[ACTIVITY] Please show all lines of the records that include "symbols".

[PROVIDED RECORDS]
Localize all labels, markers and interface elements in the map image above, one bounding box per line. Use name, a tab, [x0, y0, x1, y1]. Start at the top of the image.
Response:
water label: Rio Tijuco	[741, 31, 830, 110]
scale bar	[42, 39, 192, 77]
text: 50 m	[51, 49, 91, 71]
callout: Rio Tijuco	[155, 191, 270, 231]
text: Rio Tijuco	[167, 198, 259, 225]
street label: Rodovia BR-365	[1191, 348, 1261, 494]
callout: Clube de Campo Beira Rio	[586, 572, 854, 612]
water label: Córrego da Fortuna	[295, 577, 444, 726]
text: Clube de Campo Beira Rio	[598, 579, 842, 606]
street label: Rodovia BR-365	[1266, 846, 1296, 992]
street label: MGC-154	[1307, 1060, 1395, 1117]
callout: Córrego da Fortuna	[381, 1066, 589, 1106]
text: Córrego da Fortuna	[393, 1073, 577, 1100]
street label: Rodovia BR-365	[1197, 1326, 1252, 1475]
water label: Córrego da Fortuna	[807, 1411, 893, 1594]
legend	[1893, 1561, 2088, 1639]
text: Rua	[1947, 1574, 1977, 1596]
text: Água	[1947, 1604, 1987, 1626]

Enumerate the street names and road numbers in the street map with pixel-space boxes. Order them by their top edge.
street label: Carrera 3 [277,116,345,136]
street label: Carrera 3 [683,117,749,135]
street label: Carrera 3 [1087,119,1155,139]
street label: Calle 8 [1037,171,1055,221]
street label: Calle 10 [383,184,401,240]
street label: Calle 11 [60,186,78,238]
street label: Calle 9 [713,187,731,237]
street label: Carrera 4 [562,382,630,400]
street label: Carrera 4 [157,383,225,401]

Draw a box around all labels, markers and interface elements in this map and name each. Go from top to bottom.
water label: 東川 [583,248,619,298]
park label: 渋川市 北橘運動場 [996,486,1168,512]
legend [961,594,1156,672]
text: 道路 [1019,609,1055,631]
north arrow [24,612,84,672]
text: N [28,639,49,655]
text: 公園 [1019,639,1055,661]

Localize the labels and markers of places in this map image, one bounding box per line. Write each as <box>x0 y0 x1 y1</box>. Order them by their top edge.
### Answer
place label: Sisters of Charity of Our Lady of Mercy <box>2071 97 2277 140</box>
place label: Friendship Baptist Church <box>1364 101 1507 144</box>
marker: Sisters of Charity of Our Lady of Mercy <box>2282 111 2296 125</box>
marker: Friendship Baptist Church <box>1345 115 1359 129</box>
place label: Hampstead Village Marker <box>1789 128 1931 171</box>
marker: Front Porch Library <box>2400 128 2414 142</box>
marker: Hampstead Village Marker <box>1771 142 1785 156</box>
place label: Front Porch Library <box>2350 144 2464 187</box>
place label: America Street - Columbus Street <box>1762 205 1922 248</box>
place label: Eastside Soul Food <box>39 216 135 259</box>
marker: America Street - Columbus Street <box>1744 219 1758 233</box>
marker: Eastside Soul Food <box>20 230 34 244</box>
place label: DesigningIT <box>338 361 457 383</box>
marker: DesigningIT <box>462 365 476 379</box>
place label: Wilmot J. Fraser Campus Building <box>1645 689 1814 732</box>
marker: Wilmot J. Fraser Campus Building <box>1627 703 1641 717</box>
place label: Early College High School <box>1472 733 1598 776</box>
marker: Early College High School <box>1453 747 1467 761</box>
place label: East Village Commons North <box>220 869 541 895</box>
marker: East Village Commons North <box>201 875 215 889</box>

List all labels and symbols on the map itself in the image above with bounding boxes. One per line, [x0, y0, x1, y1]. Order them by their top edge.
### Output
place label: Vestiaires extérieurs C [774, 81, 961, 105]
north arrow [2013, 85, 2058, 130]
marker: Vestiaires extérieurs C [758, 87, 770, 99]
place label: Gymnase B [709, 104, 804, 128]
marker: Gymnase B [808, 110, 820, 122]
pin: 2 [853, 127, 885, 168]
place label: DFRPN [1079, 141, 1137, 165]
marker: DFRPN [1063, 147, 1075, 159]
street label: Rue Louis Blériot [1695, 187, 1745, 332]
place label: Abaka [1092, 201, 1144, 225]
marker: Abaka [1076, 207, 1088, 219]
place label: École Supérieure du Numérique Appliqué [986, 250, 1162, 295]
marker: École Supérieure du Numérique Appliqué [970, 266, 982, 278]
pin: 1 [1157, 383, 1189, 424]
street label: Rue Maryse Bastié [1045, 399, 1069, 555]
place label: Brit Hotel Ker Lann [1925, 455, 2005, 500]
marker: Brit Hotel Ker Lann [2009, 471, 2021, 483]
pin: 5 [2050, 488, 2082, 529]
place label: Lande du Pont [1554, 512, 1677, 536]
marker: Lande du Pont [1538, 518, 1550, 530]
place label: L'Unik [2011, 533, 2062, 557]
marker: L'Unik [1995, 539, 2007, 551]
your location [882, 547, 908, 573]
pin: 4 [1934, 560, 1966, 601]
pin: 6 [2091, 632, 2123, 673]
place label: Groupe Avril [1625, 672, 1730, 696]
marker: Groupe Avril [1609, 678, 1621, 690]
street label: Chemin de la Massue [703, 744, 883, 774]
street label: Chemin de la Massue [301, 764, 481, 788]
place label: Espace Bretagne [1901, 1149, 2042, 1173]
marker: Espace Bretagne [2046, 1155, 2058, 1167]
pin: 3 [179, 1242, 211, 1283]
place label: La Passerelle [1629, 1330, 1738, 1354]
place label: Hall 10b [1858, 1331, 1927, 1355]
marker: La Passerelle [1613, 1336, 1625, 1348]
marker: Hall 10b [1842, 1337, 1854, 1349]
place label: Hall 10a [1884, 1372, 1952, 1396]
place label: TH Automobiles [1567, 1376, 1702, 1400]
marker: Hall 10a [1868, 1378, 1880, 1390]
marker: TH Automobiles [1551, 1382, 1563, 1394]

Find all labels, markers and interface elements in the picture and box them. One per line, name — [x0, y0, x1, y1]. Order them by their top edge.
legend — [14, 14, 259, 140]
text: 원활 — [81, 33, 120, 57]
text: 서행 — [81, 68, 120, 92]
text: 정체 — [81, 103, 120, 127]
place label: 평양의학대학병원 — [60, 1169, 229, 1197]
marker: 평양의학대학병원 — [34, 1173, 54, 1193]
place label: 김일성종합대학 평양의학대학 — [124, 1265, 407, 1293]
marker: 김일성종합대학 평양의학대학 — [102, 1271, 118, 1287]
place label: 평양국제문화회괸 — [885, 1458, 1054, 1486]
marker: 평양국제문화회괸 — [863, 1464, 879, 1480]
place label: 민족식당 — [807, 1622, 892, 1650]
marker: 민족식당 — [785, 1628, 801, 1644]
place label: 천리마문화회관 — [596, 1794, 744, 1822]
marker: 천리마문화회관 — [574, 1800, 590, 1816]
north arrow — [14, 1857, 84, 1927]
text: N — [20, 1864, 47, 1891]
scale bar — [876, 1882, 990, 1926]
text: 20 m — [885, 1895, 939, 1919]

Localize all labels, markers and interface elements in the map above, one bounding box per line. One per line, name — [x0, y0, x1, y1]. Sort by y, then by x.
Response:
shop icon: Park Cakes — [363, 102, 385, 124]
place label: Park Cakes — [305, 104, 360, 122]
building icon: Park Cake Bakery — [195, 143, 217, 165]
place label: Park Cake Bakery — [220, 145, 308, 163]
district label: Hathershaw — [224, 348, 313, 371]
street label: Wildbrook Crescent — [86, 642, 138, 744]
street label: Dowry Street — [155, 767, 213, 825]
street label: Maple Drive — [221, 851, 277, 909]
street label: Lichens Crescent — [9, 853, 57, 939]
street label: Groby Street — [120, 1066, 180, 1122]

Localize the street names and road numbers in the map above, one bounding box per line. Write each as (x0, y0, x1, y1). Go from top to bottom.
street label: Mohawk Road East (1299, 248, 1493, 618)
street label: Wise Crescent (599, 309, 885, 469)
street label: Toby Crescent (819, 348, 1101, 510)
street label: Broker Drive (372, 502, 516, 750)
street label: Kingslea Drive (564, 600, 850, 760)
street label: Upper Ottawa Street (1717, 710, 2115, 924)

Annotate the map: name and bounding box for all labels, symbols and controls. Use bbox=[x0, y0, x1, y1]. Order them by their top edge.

[ANSWER SPACE]
List all labels and symbols on the map itself in the image above with bounding boxes. One per line, [x0, y0, x1, y1]. Order them by their top edge.
Annotate the map: name and bounding box for all labels, symbols and controls. Use bbox=[x0, y0, x1, y1]. Order them by their top edge.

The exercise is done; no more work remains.